It looks like the insurance industry is getting into the cyber security sector, but instead of protecting an organization or individual from getting hacked; they will be providing specialized insurance policies to help pay off the ransom and get your data back quicker.
According to CDN Top 100 Solution Provider Herjavec Group, ransomware will cost organizations a combined $1 billion in damages and related expenses annually.

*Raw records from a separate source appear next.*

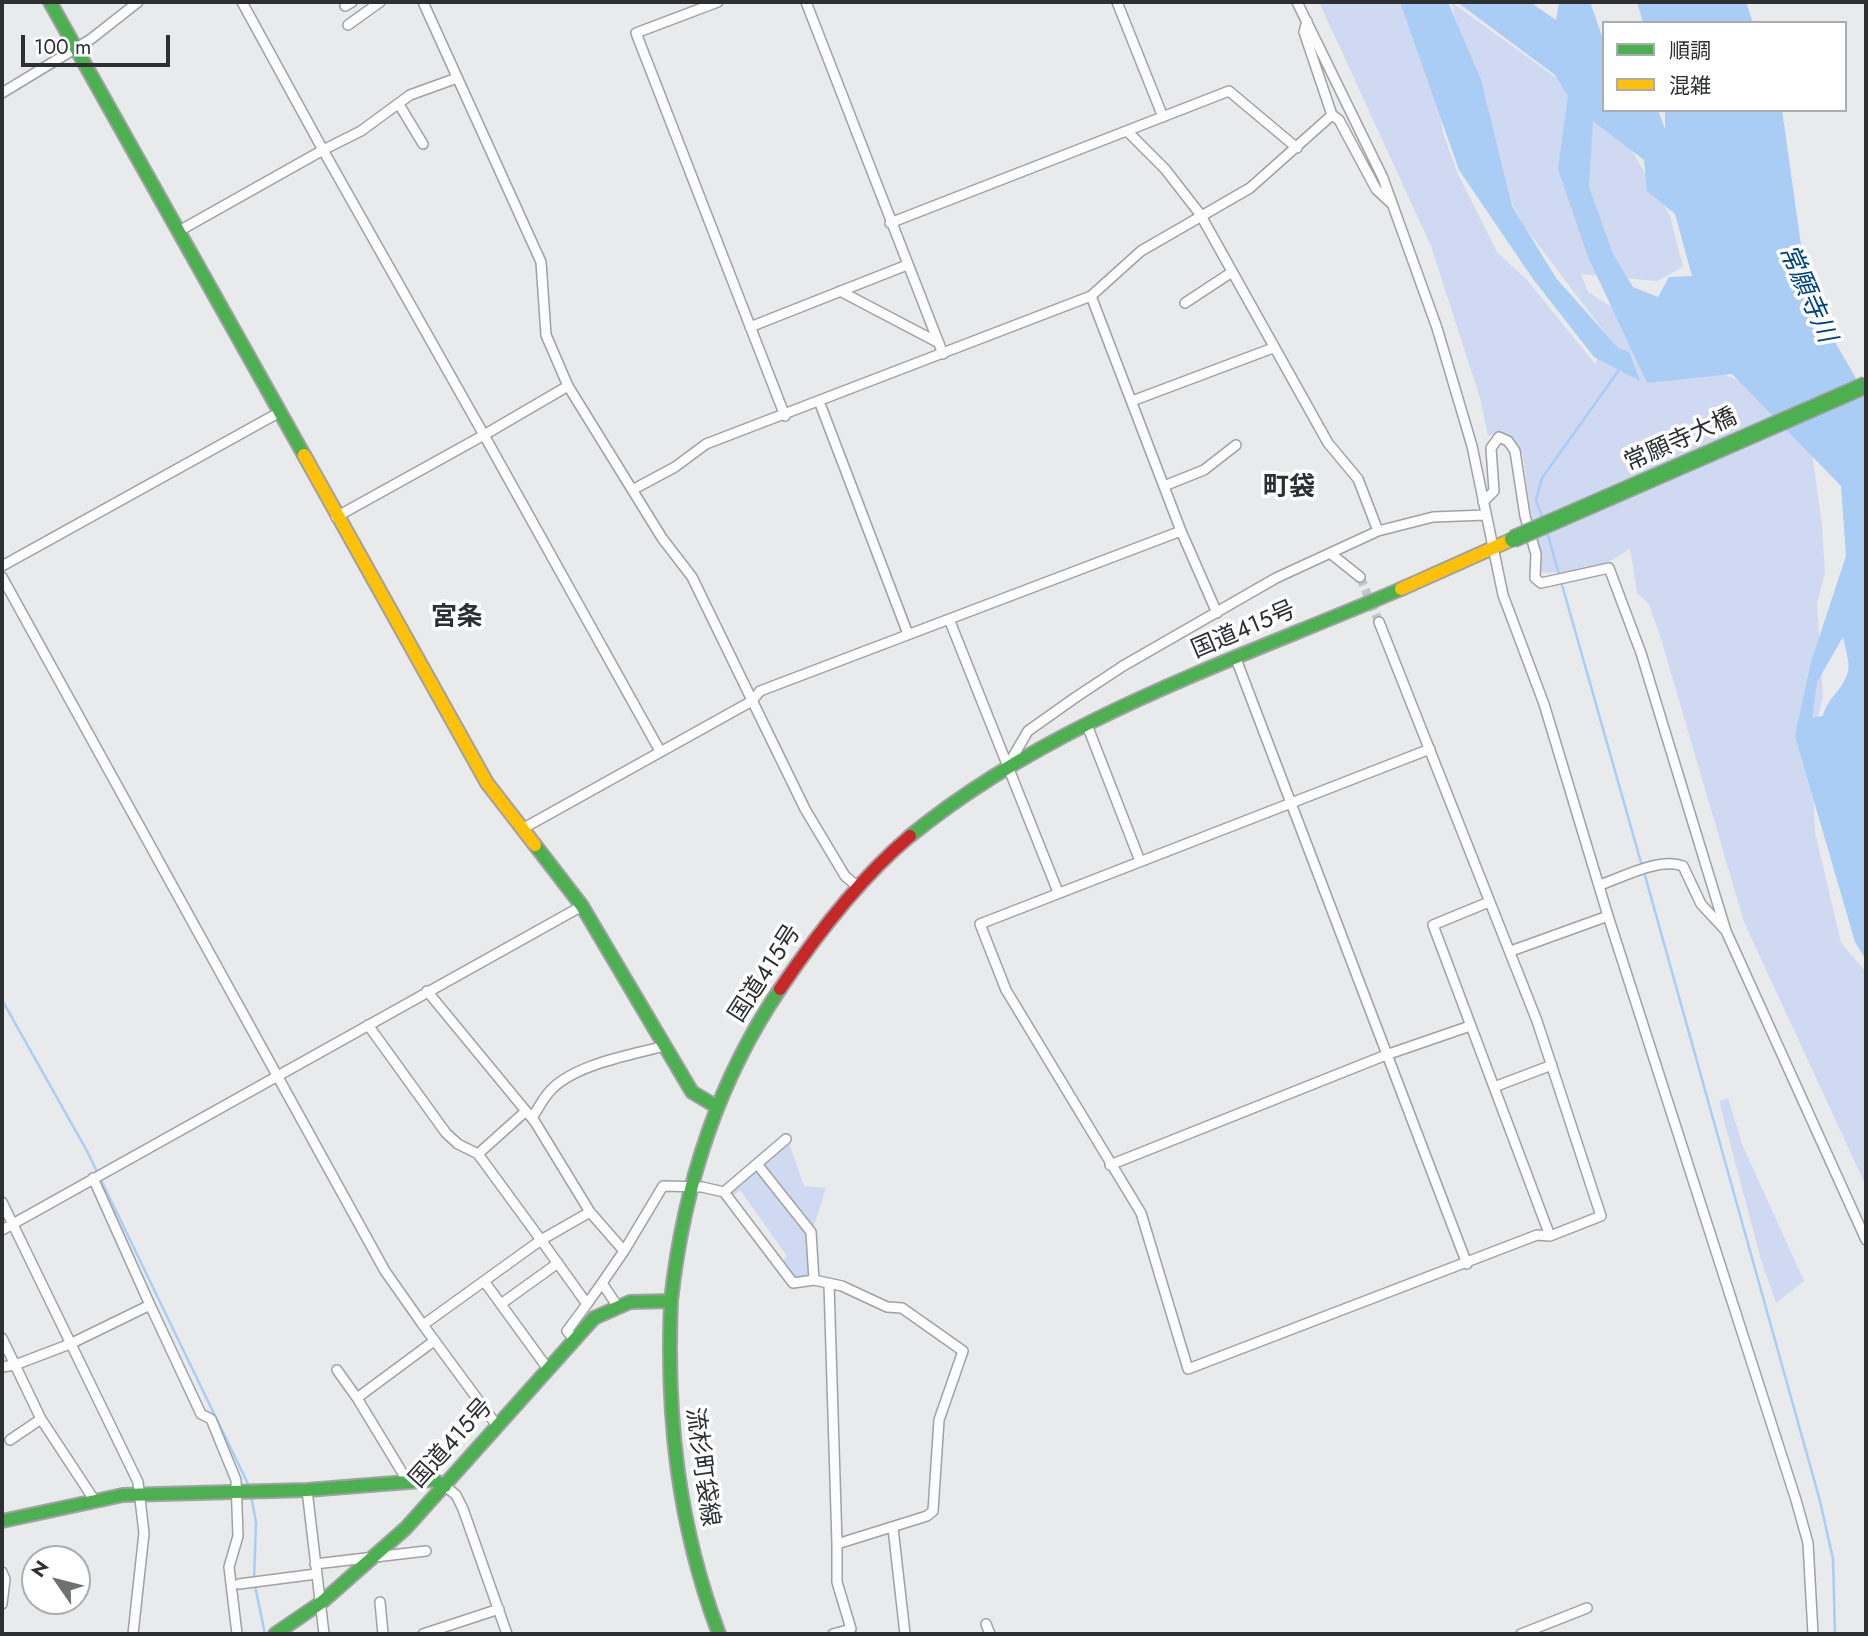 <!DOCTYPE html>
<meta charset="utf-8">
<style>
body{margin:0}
#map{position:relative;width:1868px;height:1636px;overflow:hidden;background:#e8eaec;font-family:Jost,"Noto Sans JP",sans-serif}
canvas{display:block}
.frame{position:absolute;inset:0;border:4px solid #2e2f31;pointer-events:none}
.legend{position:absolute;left:1602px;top:21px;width:245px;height:91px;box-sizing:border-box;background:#fff;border:2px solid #abacad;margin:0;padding:9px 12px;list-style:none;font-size:21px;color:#2e2f31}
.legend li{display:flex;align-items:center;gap:14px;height:35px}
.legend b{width:35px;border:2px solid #abacad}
.north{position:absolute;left:21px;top:1545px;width:70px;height:70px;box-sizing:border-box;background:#fff;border:2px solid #abacad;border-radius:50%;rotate:305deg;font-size:19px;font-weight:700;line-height:28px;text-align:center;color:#2e2f31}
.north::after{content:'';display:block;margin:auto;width:24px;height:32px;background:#6f7072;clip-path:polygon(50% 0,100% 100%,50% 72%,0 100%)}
.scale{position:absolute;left:21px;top:35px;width:149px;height:32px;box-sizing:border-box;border:4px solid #2e2f31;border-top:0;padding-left:9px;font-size:21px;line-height:24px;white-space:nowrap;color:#2e2f31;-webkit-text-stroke:5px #fff;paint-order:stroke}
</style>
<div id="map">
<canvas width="1868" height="1636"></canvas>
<div class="frame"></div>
<ul class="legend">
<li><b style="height:9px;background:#4caf50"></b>順調</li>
<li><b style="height:9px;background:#ffc107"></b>混雑</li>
</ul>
<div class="north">N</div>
<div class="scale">100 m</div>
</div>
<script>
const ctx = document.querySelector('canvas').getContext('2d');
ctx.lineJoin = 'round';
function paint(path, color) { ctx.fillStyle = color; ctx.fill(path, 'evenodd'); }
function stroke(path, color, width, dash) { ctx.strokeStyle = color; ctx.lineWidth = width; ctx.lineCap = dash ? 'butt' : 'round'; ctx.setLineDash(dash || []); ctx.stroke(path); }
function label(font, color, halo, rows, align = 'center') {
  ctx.font = font + ' Jost,"Noto Sans JP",sans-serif'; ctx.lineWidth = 7; ctx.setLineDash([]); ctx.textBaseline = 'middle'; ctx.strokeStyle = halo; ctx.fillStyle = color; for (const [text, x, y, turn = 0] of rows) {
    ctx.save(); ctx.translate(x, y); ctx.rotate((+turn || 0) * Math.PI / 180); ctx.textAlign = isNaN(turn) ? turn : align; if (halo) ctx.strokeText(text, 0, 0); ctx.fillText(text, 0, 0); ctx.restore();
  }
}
paint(new Path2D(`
 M1319,2h103l12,51 9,80 15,41 39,78 30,28 68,84 14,-26 -85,-112 -26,-48 -47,-176 136,98 45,51 38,65 13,51 -26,14 -76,-7 7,18 115,73 52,23 56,58 11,79 3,48 -8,31 6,93 -12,47 4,88 26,111 25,29v214l-122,-264 -83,-283 -12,-35 -12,-11 -7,-45c-30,23 -52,26 -91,24l-16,-116 -8,-16 -12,-7 -15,3 -8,-38 -49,-152z
 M1728,1098l14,46 62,137 -28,22 -15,-43 -42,-159z
 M788,1140l16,46 22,2 -13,41 -5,5 1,43 -16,2 -12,-17 6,-6 -47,-66 -7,6 -4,-7z`), '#d0d9f2');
paint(new Path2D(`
 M1400,2h48l33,78 31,126 44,72 62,70 11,4 11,29 -46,-24 -61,-78 -74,-109z
 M1457,2h73l26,18 3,-18h31l14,40v68h54l7,19v-19h117l26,185 58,101v564l-11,-18 -60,-206 16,-74 35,-106 -5,-70 -109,-112 -85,9 -59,-126 -30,-88 10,-73 -13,-21zM1593,121l51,39 3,31 28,23 17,62 -23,1 -11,20 -25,-10 -20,-33 -24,-67zM1843,637c2,10 7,25 5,34 -4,18 -21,27 -25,45l-11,2 5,-36z
 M1637,2h109l7,21h-110z`), '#aacdf6');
stroke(new Path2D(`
 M1543,519l-7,-19 6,-22 77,-108
 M1547,532l95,334
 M1644,872l176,629 13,58 2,75
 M2,1000l85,151 162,335
 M251,1496l5,26 -2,58
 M255,1586l10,48`), '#aacdf6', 2.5);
stroke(new Path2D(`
 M1360,577l19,45`), '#c3c5c7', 9, [9, 4.5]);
const street = new Path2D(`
 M242,2l81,148 38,-19 49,-36 47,-17
 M423,2l118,260 5,73 22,51 94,152 30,39 113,232 40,67 13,11
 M718,2l-82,31 149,383
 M806,2l137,352
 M1117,2l46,115
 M1297,2l86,176 54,150 35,118 31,149 41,109 64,212 188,584 12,43 5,91
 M345,6l7,-4
 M348,25l32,-23
 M2,93l89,-54 47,-37
 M400,106l23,38
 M1332,115l7,5 37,69 16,15
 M1127,131l38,38 35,45 128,229 30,36 20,52
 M890,223l339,-132 68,57
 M179,231l144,-81 161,285 84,-49
 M840,291l99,52
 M1091,296l90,235 36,82
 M1185,303l47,-31
 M750,327l157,-62
 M819,401l89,233
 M1132,401l141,-53
 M1164,486l40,-16 32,-25
 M634,489l41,-22 31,-23 385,-148 50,-45 109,-63 82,-73 -28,-83 3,-11
 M1483,502l11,-11 -3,-43 8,-11 9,4 7,10 10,65 11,38 -1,24 6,5 68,-15 32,85 85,278
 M336,517l148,-82 176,316
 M1330,553l30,24
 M2,566l278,-154
 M2,577l383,694 38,54
 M949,619l109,273
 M1379,622l158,399 64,195 -51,20 -13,-1 -349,134 -47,-156 -135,-223 -26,-66 450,-175
 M1236,659l231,605
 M1087,725l53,136
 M1011,760l17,-29 48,-34 47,-31 153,-88 102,-47 55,-14 53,-2
 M522,829l230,-128 8,-10 421,-160
 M1600,885c23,-8 60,-28 83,-19l18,38 25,27 140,309
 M1489,902l-56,23 117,311
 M1511,951l97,-35
 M427,991l108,131 55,90 34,39 -22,32 14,21
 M368,1025l78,108 12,11 20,10
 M1494,1087l58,-22
 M526,1111l-48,43 63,86 49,-28
 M532,1118c6,-9 11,-20 19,-28 24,-26 81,-35 113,-44
 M1110,1165l276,-110 84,-29
 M93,1178l57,127
 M724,1192l69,91 21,-3 -3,-48 -54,-68
 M2,1202l136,280 6,51 -11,101
 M2,1230l580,-324
 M624,1251l39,-65 39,1 22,5 62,-53
 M814,1280l28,6 45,21 15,1 61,43 -24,69 -6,91 -6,5 -90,28 -8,-260
 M484,1281l64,88
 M501,1304l57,-41
 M2,1338l13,27 55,-21 80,-39 51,109 10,5 25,61 2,56 -9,31 8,67
 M574,1339l-7,-8 20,-27
 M2,1367l13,-2 26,54 -31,21
 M337,1370l20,28 77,-57
 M357,1398l51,84
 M41,1419l54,82
 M498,1427l-75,-102 118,-85 46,64 15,-21
 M445,1486l11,9 7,14 44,125
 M307,1490l17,144
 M893,1528l12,106
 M315,1564l111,-13
 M2,1572l3,7 -3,25
 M239,1584l77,-10
 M380,1602l3,32
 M986,1624l4,10
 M423,1634l76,-25
 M833,1634l18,-5 -14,-47v-38
 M1521,1634l66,-26`);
const fast = new Path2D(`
 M50,2l254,453
 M910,836c143,-117 324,-175 491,-247
 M535,845l47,61 110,186 25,15
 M671,1301c-5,116 7,224 48,333
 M2,1521l121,-26 184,-5 126,-10 12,6
 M275,1634l47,-32 84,-74 188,-210 36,-16 41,-1c12,-111 46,-219 109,-312`);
const slow = new Path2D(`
 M304,455l183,328 48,62
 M1401,589l112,-50`);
const jam = new Path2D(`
 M780,989c37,-55 79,-110 130,-153`);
stroke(street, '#a0a1a3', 12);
stroke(fast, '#a0a1a3', 16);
stroke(slow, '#a0a1a3', 16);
stroke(jam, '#a0a1a3', 16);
stroke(street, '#fcfcfc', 9);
stroke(fast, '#4caf50', 12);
stroke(slow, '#ffc107', 12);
stroke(jam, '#c62828', 12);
const fastBridge = new Path2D(`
 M1513,539l353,-154`);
stroke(fastBridge, '#a0a1a3', 19, []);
stroke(fastBridge, '#4caf50', 16);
label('24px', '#2e2f31', '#fff', [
 ["常願寺大橋",1681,441,-24],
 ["国道415号",1244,631,-23],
 ["国道415号",766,974,-57],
 ["国道415号",452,1444,-48],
 ["流杉町袋線",701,1467,82]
]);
label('italic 26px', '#004583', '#fff', [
 ["常願寺川",1806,294,66]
]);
label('bold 26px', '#2e2f31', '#fff', [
 ["町袋",1289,489],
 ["宮条",457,619]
]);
</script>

Before WannaCry cyber insurance policies accounted for just 10 per cent of all new insurance policies, but it’s expected to grow to 25 per cent, according to one insurance company CFC Underwriting of London, U.K., who has been offering a line of cyber insurance products since 2015. CFC even has a cyber practice leader in Vicky Paxton. When CFC introduced a new ransomware policy specific for healthcare providers in the U.S., Paxton said:
“Healthcare companies have arguably become the largest target of hackers due to the vast amounts of highly sensitive data that they work with and store. To make matters more complicated, there is rigorous legislation surrounding the protection of this patient data, opening companies up to regulatory fines and investigations if they suffer a breach.”
New research from security vendor Symantec Corp. saw ransomware attempts surging by 36 per cent from 2015 to 2016. Symantec also reported that the average ransom jumped 266 per cent from a low of $294 to $1,077.
In a blog post, Symantec provided information on what WannaCry hackers were asking for in exchange for releasing data safely. Symantec saw hackers asking for US$300 in ransom to be paid in bitcoins. That ransom demand was then doubled after three days and if no payment arrived after seven days, those encrypted files would be erased.
One company that is not getting into the cyber insurance game is Cisco Systems. However, Cisco is closely monitoring ransomware insurance.
Cisco’s security chief David Justice told CDN the networking giant is spending a lot of time studying ransomware insurance.
“It’s an interesting topic and if you look at the traditional insurance community with brokers and underwriters who do they assess the situation,” Justice said.
What Cisco is interested in finding out is what the baseline security is for the premium and deductible being offered by the insurance companies. Justice does not want another subprime mortgage scenario happening with ransomware.
Justice admitted that this is a complicated issue and that Cisco is engaged with many stakeholders in the industry. Justice added that he believes the insurance industry can make things better when it comes to security.
“But, specific to ransomware how would you quantify brand damage for a retailer who had their credit cards stolen,” he said.
One of the features in the CFC cyber policy is that it has corrective action plans for covering bodily harm because of a cyber-attack. CFC is working on other types of cyber insurance for vertical markets.
Currently there are only early entrants in the cyber insurance sector, but Justice believes more will crop up next year.
One thing is for certain, Cisco will not enter the insurance business, Justice said. “I see it as a way to help solve the problem; similar to when you buy a home, you get an alarm, you get a security camera, but you still buy house insurance. We have to figure out what’s the equation for the tech world. It will take a collective group of companies to make this happen,” he said.
In April of this year, Travelers Companies, Inc., the second largest insurer of commercial properties in the U.S., announced it would be partnering with Symantec to develop pre-breach cybersecurity services. Symantec would be providing Travelers with cyber resilience readiness assessment tools along with cyber-security awareness training videos and a security coach helpline.
Just like CFC, Travelers is also offering cyber-insurance policies. With Symantec on-board customers can gain access to a one-hour consultation following the cyber resilience readiness assessment to help identify areas of weakness, cyber-security awareness training videos for educating their organization and a Symantec security coach helpline that can address questions about emerging cyber risks and security gaps.
There is a reselling opportunity through this collaboration. Travelers policyholders also can take advantage of discounts on Symantec products, such as Norton Small Business software.